Pour cela, il suffit de se plonger dans les facettes
culturelles de chaque communauté, auxquelles elles s'identifient et
qu'elles construisent au fil des générations et des contextes
locaux, pour s'apercevoir que les rapports des hommes à leur
environnement présentent des aspects multiples et contrastés. Et
cela, même si parfois, en fonction des aires géographiques, il est
possible de distinguer un fond socioculturel commun.

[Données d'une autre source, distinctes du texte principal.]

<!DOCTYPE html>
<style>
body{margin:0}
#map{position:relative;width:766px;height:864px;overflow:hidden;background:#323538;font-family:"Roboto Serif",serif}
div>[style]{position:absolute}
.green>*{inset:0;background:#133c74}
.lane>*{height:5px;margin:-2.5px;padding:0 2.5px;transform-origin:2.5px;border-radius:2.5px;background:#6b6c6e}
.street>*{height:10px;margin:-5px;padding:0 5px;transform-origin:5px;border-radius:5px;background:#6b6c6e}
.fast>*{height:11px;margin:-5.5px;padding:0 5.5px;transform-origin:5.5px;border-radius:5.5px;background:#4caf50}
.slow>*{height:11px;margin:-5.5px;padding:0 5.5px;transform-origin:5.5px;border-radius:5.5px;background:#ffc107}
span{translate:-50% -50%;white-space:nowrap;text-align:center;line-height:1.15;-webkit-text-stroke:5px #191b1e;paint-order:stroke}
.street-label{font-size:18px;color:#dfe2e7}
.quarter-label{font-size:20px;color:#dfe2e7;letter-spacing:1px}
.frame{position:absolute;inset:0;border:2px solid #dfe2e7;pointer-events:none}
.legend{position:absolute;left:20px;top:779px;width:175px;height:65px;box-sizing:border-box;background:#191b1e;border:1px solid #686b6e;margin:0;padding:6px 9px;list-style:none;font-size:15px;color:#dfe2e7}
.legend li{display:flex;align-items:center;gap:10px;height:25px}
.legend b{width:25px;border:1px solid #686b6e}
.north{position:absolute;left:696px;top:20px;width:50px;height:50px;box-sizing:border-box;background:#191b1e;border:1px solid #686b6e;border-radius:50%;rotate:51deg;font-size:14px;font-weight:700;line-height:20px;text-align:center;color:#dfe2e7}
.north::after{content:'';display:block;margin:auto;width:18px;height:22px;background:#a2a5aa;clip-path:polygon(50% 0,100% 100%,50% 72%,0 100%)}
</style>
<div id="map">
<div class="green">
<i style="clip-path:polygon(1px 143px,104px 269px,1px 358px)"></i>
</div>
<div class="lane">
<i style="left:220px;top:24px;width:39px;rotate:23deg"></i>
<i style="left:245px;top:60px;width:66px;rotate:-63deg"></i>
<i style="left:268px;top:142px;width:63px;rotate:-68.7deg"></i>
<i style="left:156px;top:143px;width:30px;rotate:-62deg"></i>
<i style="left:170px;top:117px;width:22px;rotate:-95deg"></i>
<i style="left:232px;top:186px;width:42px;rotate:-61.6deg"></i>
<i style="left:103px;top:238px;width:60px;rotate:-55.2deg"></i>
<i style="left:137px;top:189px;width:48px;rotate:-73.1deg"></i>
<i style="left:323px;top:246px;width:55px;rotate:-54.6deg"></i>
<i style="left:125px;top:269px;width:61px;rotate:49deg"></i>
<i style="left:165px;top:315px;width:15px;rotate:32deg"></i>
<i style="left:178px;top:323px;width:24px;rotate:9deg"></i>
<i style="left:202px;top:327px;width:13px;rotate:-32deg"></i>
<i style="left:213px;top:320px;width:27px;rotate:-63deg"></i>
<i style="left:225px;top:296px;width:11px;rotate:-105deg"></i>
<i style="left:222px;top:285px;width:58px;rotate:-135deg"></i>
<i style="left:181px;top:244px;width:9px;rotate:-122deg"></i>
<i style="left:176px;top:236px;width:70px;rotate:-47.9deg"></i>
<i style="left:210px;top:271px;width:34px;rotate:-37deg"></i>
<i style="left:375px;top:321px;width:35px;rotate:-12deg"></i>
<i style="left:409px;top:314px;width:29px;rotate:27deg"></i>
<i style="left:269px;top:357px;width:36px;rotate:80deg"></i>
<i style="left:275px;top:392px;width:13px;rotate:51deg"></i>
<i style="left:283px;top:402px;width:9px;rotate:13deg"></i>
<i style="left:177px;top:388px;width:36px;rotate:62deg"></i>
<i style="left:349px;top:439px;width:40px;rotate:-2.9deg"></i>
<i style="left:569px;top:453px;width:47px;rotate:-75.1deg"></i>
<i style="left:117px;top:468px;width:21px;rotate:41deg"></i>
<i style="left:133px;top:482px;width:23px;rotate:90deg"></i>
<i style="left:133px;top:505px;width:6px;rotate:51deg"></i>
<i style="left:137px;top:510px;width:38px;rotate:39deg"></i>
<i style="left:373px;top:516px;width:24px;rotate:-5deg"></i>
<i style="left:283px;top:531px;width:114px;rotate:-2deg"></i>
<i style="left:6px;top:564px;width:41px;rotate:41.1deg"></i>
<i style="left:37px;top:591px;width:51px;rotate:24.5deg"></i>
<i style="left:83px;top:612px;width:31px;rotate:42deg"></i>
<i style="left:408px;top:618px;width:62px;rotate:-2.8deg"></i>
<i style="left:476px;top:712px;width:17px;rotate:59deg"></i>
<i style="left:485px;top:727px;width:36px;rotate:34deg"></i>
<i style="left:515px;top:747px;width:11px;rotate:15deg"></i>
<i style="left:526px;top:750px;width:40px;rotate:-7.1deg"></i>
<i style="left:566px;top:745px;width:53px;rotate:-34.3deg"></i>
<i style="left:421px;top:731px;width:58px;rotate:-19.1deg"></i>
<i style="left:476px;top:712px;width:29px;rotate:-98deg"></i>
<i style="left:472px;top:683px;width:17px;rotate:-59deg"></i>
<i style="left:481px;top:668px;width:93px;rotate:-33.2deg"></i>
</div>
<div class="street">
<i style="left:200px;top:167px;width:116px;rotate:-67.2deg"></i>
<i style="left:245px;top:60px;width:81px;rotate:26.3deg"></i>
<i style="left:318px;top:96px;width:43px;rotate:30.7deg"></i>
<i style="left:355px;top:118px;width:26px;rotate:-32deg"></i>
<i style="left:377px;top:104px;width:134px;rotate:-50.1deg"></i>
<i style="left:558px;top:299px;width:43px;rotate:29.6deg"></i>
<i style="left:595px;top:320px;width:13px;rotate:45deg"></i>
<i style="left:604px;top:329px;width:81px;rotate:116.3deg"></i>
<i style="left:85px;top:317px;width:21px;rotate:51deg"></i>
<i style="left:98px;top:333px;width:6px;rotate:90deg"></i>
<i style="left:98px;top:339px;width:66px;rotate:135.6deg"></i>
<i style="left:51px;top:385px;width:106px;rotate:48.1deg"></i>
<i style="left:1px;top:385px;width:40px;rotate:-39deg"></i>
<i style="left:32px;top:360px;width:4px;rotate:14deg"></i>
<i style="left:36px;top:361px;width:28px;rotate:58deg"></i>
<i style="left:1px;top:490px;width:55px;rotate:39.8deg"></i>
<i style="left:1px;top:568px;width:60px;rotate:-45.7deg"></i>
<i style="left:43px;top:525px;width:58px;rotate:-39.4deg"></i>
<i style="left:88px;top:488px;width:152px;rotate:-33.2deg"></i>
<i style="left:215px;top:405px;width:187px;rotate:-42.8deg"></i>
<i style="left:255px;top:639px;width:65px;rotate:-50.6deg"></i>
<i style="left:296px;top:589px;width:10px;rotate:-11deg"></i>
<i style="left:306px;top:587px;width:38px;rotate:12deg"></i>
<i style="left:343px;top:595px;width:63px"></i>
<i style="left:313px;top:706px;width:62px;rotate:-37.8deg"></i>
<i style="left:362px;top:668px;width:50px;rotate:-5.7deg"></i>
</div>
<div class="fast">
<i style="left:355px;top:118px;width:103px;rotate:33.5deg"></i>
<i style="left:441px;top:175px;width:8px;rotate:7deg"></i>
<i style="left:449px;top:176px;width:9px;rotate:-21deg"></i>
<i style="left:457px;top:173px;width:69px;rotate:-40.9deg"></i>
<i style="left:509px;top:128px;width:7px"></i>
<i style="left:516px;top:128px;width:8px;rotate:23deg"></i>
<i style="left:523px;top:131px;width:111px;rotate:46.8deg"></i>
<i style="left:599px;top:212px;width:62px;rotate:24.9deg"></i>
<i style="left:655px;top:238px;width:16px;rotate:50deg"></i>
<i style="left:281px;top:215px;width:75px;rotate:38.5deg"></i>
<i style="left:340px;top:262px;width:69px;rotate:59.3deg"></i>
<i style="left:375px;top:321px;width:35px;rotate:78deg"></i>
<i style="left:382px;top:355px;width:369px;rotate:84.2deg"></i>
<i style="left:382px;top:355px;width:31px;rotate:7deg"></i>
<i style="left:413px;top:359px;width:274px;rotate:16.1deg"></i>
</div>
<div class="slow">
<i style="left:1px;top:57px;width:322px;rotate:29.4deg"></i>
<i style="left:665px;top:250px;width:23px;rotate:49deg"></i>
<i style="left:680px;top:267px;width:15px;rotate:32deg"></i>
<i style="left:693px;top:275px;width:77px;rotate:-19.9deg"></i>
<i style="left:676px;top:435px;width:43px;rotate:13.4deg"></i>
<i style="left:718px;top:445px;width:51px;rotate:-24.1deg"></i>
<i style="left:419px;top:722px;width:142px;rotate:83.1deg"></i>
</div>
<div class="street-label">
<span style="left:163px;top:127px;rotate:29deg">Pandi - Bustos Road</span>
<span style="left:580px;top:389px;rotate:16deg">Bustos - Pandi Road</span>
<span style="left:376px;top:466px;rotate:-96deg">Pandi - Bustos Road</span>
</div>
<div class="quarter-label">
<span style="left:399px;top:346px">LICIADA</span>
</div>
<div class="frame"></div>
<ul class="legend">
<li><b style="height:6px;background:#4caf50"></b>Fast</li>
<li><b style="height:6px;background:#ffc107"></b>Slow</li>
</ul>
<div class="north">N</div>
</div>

Nous ne pourrons ici aborder la totalité de ces
éventails culturels, compte tenu du large terrain d'étude et du
grand nombre de communautés qu'il regroupe. Il s'agit de saisir
l'importance du fait montagnard sur les représentations des
individus.
La relation des hommes à leur milieu biophysique est
rarement matérialiste et fonctionnelle. Au-delà de
l'économique et du technique, l'environnement montagnard et son
influence sur l'organisation spatiale des activités est perçu et
interprété de manière imagée, symbolique, comme
nous le montre Morin S. au sujet des sociétés de la dorsale
camerounaise. Dans un essai de généralisation3,
l'auteur met en
1 voir illustration de la première partie
(présentation)
2 voir illustration de la deuxième partie
(présentation)
3 « [...]même si toute tentative de
généralisation doit être menée avec
précaution. » (Morin, S., 1996)
évidence des faisceaux culturels communs entre les
sociétés et constate que certains sont fortement marqués
par les milieux montagnards.
En ce qui concerne le rapport à la terre ou au
terroir, toutes les communautés vouent un attachement à leur
montagne bien plus que symbolique, même si celui-ci varie en fonction des
ethnies. Morin, S., le qualifie d'organique, à l'image de la chefferie
dans les Grassfields qui est « la traduction spatiale des structures
sociales et des représentations propres aux habitants [...]. Ainsi, pour
tous, la terre, c'est d'abord la montagne, le pays habité par une
association de villages et de clans. Il existe une relation existentielle des
sociétés montagnardes à leur milieu, et un attachement
viscéral des populations à leur terroir et à leur village
» -en somme, à leur territoire-. « Seul le massif est
perçu par le montagnard comme sa vraie patrie » (Seignobos, C.,
1982) .
On retrouve ce sentiment chez les migrants. Malgré
leur exode vers la plaine ou la ville, ils restent imprégnés de
leurs croyances vis à vis de la montagne d'origine. En pays
Bamiléké se préserve et se cultive l'adhésion
à un idéal commun : la valorisation de la chefferie d'origine,
où l'on doit construire et investir, car le Bamiléké est
mis en contact avec ses ancêtres dès sa naissance, et à sa
mort, il y sera définitivement remis à sa terre (voir note 17)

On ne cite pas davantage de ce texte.